‘Koronavirüs tiroit iltihabına neden olduğunda hayati risk artar’

Yayın tarihi: 9 Ekim 2020 Cuma 9:13 am - Güncelleme: 9 Ekim 2020 Cuma 9:14 am

Koronavirüs enfeksiyonu kişilerde, daha önce tiroit rahatsızlığı geçirmemiş olsalar da virüsün tiroit organındaki ACE2 reseptörlerine girmesiyle, zehirli guatr veya tiroit iltihabı oluşturabiliyor.

Koronavirüs enfeksiyonu, kişilerde daha önce tiroit rahatsızlığı olmasa da, virüsün tiroit organındaki ACE2 reseptörlerine girmesiyle zehirli guatr ve tiroit iltihabına neden olabiliyor.

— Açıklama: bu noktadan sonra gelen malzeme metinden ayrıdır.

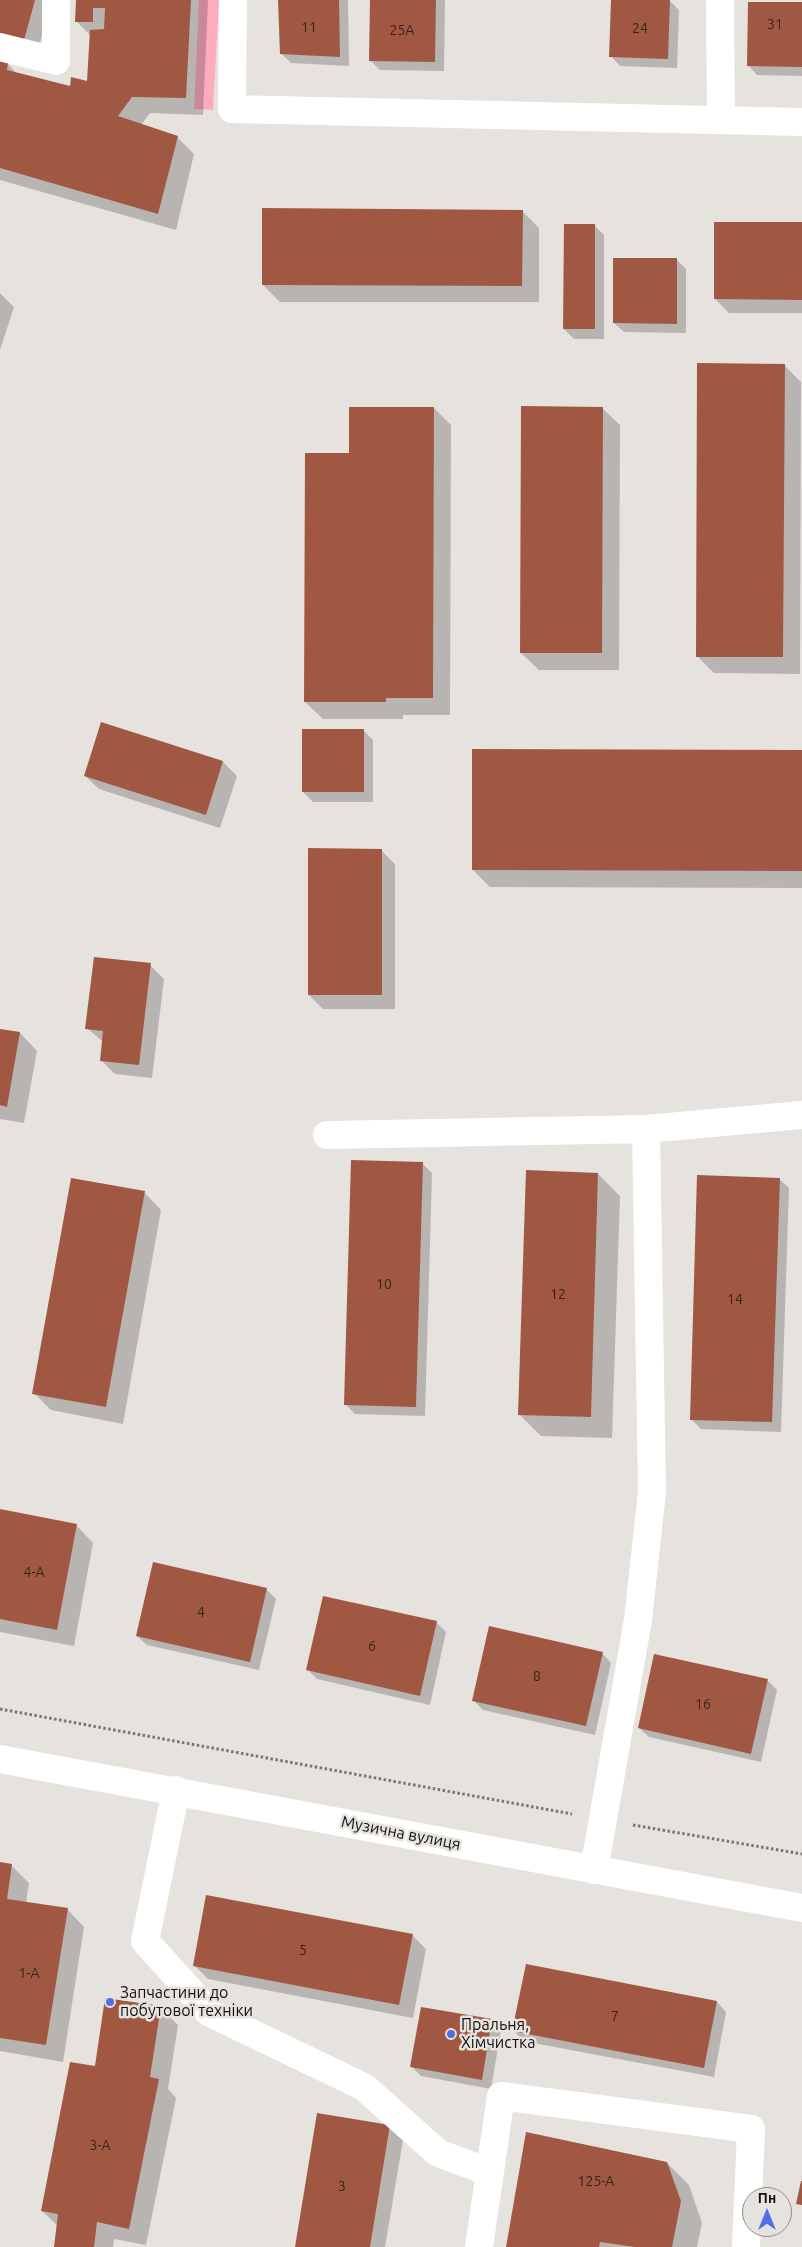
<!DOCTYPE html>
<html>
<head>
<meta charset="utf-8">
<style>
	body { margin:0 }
	#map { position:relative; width:802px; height:2247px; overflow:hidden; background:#e6e2de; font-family:Ubuntu,sans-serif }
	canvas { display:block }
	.north { position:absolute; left:742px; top:2187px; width:50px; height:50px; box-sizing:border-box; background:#e6e2de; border:1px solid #928e8c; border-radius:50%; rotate:0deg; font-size:14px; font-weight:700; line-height:20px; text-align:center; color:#131110 }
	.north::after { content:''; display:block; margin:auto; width:18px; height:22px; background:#4f6fe3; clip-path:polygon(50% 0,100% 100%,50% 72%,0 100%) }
</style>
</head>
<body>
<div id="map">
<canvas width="802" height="2247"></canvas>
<div class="north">Пн</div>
</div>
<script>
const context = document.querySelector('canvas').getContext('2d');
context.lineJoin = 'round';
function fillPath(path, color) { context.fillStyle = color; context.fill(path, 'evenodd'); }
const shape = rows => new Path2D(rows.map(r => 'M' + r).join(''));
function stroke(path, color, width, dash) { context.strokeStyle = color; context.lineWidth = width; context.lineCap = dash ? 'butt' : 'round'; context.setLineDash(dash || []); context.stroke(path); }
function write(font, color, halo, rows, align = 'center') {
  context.font = font + ' Ubuntu,sans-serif'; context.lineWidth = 5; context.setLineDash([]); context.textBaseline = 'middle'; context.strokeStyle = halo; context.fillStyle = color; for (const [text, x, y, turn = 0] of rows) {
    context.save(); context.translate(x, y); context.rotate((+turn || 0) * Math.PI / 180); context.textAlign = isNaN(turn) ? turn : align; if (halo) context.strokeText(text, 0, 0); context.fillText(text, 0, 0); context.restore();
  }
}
fillPath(shape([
	[199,0,219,0,213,110,194,109]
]), '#fdacbe');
fillPath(shape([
	[0,0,52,0,37,53,0,42],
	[77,0,208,0,203,115,150,113,141,125,177,137,194,154,176,230,0,180,0,62,8,64,17,74,71,87,89,83,91,36,77,22],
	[279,0,348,0,349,66,291,63,281,53],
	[371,0,445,0,444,71,380,70,370,60],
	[612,0,669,0,679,10,677,68,620,66,611,56],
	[802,4,802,76,757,75,748,65],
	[522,211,539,228,539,302,280,302,263,285],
	[802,224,802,313,729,313,715,299],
	[595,226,604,235,604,339,574,339,564,329],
	[677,260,686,269,686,333,624,332,614,323],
	[0,293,14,307,0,350],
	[784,365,801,382,800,674,714,673,697,656],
	[434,408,451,425,450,715,403,715,403,719,323,719,305,702,350,454],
	[602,408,620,425,619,670,539,670,521,653],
	[364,731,373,740,373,802,313,802,303,792],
	[802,752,802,888,490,887,473,870],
	[223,762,237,776,220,828,99,789,85,776],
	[381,850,395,864,395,1009,323,1009,309,995],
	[150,965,164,979,152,1078,115,1074,101,1060,103,1042,87,1028],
	[0,1030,20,1033,37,1051,24,1123,0,1119],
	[423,1164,432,1173,425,1416,355,1414,345,1404],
	[598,1174,620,1196,612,1438,541,1436,520,1415],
	[779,1179,789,1188,781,1432,701,1429,691,1419],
	[144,1192,161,1210,123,1424,51,1410,34,1393],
	[0,1511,76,1525,93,1543,74,1646,0,1632],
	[266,1589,276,1599,259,1670,147,1645,137,1636],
	[436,1622,446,1632,430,1705,317,1679,308,1670],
	[602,1653,611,1663,595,1735,483,1710,473,1700],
	[767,1680,777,1690,761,1762,649,1737,639,1728],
	[0,1864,12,1866,29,1883,26,1903,67,1909,84,1927,63,2062,0,2051],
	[412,1935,426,1949,413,2018,208,1979,194,1965],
	[527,1966,717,2002,726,2012,714,2077,523,2041,514,2031],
	[160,2008,178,2025,168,2089,176,2098,146,2245,114,2239,113,2247,55,2247,58,2226,42,2211,96,2068],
	[492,2020,501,2030,491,2089,421,2076,412,2067],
	[389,2126,403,2140,385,2247,297,2247],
	[667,2163,689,2185,702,2223,697,2247,507,2247]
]), '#0003');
fillPath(shape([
	[0,0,35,0,24,40,0,33],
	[76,0,191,0,186,98,132,97,118,116,178,136,158,214,0,168,0,60,8,63,7,70,70,86,71,77,87,81,90,30,104,29,105,8,93,8,93,22,75,22],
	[278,0,339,0,340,57,280,54],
	[370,0,436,0,435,62,369,61],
	[611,0,670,0,668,59,609,57],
	[748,2,802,2,802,67,747,66],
	[262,208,523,210,522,286,262,285],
	[714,222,802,222,802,300,714,299],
	[564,224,595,224,595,329,563,329],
	[613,258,677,258,677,324,613,323],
	[697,363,785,364,783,657,696,657],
	[521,406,603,407,602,653,520,653],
	[349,407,434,407,433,698,386,698,386,702,304,702,305,453,349,453],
	[101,722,223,761,206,815,84,776],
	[302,729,364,729,364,792,302,792],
	[472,749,802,750,802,871,472,870],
	[308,848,382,849,382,995,308,995],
	[94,957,151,963,139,1065,100,1061,103,1031,85,1029],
	[0,1029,20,1032,7,1107,0,1105],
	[351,1160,423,1162,416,1407,344,1405],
	[526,1170,598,1173,591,1417,518,1415],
	[697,1175,780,1178,772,1422,690,1420],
	[71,1178,145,1191,106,1407,32,1394],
	[0,1509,77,1524,57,1630,0,1619],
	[153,1562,267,1588,250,1662,136,1636],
	[323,1596,437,1621,420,1696,306,1670],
	[489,1626,603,1652,586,1726,472,1701],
	[654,1654,768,1679,751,1754,638,1728],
	[0,1862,12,1864,7,1899,68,1908,46,2045,0,2038],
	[206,1895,413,1934,399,2005,193,1966],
	[526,1964,717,2001,704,2068,512,2031],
	[105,1998,161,2006,150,2077,159,2079,129,2229,97,2222,94,2247,54,2247,58,2214,41,2211,70,2062,95,2066],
	[421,2007,492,2019,482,2080,410,2067],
	[317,2113,390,2125,370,2247,295,2247],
	[526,2132,667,2162,681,2201,672,2247,635,2247,600,2242,599,2247,506,2247],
	[801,2181,802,2181,802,2205,796,2204]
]), '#a15842');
stroke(shape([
	[0,1709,572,1814],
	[633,1825,802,1854]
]), '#787573', 3, [2.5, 2.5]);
stroke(shape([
	[233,0,232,109,802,122],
	[720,0,721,120],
	[0,47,56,61,56,0],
	[327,1135,646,1129,802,1115],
	[0,1759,802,1908],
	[176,1790,145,1941,210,2013,364,2087,438,2153,489,2172],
	[594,1870,638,1620,652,1492,646,1129],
	[479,2247,501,2096,751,2129,746,2247]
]), '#fff', 28);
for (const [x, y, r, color] of [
	[110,2002,5,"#4f6fe3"],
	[451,2034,5,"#4f6fe3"]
]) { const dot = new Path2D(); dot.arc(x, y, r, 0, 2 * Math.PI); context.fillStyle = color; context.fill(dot); stroke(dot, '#e6e2de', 2); }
write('14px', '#36231c', null, [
	["31",775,24],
	["11",309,27],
	["24",640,28],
	["25А",402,30],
	["10",384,1284],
	["12",558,1294],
	["14",735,1299],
	["4-А",34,1572],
	["4",201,1612],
	["6",372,1646],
	["8",537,1676],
	["16",703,1704],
	["5",303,1950],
	["1-А",29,1973],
	["7",615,2016],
	["3-А",100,2145],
	["125-А",596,2181],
	["3",342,2186]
]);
write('16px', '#131110', '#e6e2de', [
	["Музична вулиця",401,1833,11]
]);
write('16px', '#131110', '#e6e2de', [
	["Запчастини до",120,1993],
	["побутової техніки",120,2011],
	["Пральня,",461,2025],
	["Хімчистка",461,2043]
], 'left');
</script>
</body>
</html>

Virüsün akciğerleri tahrip etmesi sonucunda solunum bozukluklarının yanında, tiroit hasarı sonucunda kalp fonksiyonları da bozuluyor. İkisi bir arada olduğunda, hastanın hayati riskinin arttığını söyleyen Nükleer Tıp Uzmanı Prof. Dr. Cumali Aktolun, “Bu risk daha önce çok ciddiye alınmazken, son çıkan yayınlarda bu riskin ciddi olduğu ortaya çıktı. Hastanın daha önceden tiroit hastalığı yoktur fakat koronavirüs enfeksiyonuna yakalanmış olabilir. Virüsün dokulara girerken kullandığı bir yol olan ACE2 reseptörleri tiroit organında çok sayıda bulunur. Tiroit dokusu herhangi bir şekilde daha önceden tiroit hastalığı olmasa dahi Covid-19 virüsü tarafından olumsuz şekilde etkilenmektedir. En son, İtalya’da yapılan bir çalışmada 287 Covid-19 enfeksiyonlu hastanın yüzde 20’sinde zehirli guatr meydana geldiği ortaya çıkmış. Yüzde 5’inde ise tiroit iltihabı meydana gelmiş. Bu hastaların hiçbiri daha önceden tiroit rahatsızlığı geçirmemiş” dedi.

‘KALP FONKSİYONU ZORLANIR VE YÜK ALTINA GİRER’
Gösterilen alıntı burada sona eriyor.